#### Instructions to follow
Output every line of the listing as it stands.

#### Exercise data
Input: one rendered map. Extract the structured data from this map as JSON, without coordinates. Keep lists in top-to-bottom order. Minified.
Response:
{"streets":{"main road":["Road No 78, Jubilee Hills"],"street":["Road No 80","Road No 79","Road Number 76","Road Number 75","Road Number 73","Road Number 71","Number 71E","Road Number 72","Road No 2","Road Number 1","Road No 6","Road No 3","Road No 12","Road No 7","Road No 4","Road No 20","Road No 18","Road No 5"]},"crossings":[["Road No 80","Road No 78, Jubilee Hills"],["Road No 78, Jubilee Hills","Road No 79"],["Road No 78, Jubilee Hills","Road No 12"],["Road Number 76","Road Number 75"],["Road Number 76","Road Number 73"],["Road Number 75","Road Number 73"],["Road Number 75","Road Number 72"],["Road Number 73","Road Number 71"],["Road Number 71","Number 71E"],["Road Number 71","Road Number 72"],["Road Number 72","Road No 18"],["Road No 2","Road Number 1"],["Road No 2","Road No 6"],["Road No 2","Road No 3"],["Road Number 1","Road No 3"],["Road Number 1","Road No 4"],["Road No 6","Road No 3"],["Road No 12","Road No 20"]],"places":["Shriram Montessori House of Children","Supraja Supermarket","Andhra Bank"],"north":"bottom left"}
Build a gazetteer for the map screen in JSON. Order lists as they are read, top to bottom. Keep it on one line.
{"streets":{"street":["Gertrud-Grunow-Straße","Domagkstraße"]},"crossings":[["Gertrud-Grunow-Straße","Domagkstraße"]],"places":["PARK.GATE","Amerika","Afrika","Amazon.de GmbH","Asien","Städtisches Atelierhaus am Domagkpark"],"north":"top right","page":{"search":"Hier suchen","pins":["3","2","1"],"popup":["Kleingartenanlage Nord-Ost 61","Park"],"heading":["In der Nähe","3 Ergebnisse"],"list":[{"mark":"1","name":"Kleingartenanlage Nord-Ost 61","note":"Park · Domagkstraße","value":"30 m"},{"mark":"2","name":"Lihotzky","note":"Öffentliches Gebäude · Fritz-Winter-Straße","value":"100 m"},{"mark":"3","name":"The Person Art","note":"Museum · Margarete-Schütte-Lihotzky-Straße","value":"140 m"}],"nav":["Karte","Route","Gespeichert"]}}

#### Solution for this task
Input: one rendered map. Extract the structured data from this map as JSON, without coordinates. Keep lists in top-to-bottom order. Minified.
Response:
{"streets":{"main road":["Road No 78, Jubilee Hills"],"street":["Road No 80","Road No 79","Road Number 76","Road Number 75","Road Number 73","Road Number 71","Number 71E","Road Number 72","Road No 2","Road Number 1","Road No 6","Road No 3","Road No 12","Road No 7","Road No 4","Road No 20","Road No 18","Road No 5"]},"crossings":[["Road No 80","Road No 78, Jubilee Hills"],["Road No 78, Jubilee Hills","Road No 79"],["Road No 78, Jubilee Hills","Road No 12"],["Road Number 76","Road Number 75"],["Road Number 76","Road Number 73"],["Road Number 75","Road Number 73"],["Road Number 75","Road Number 72"],["Road Number 73","Road Number 71"],["Road Number 71","Number 71E"],["Road Number 71","Road Number 72"],["Road Number 72","Road No 18"],["Road No 2","Road Number 1"],["Road No 2","Road No 6"],["Road No 2","Road No 3"],["Road Number 1","Road No 3"],["Road Number 1","Road No 4"],["Road No 6","Road No 3"],["Road No 12","Road No 20"]],"places":["Shriram Montessori House of Children","Supraja Supermarket","Andhra Bank"],"north":"bottom left"}
Build a gazetteer for the map screen in JSON. Order lists as they are read, top to bottom. Keep it on one line.
{"streets":{"street":["Gertrud-Grunow-Straße","Domagkstraße"]},"crossings":[["Gertrud-Grunow-Straße","Domagkstraße"]],"places":["PARK.GATE","Amerika","Afrika","Amazon.de GmbH","Asien","Städtisches Atelierhaus am Domagkpark"],"north":"top right","page":{"search":"Hier suchen","pins":["3","2","1"],"popup":["Kleingartenanlage Nord-Ost 61","Park"],"heading":["In der Nähe","3 Ergebnisse"],"list":[{"mark":"1","name":"Kleingartenanlage Nord-Ost 61","note":"Park · Domagkstraße","value":"30 m"},{"mark":"2","name":"Lihotzky","note":"Öffentliches Gebäude · Fritz-Winter-Straße","value":"100 m"},{"mark":"3","name":"The Person Art","note":"Museum · Margarete-Schütte-Lihotzky-Straße","value":"140 m"}],"nav":["Karte","Route","Gespeichert"]}}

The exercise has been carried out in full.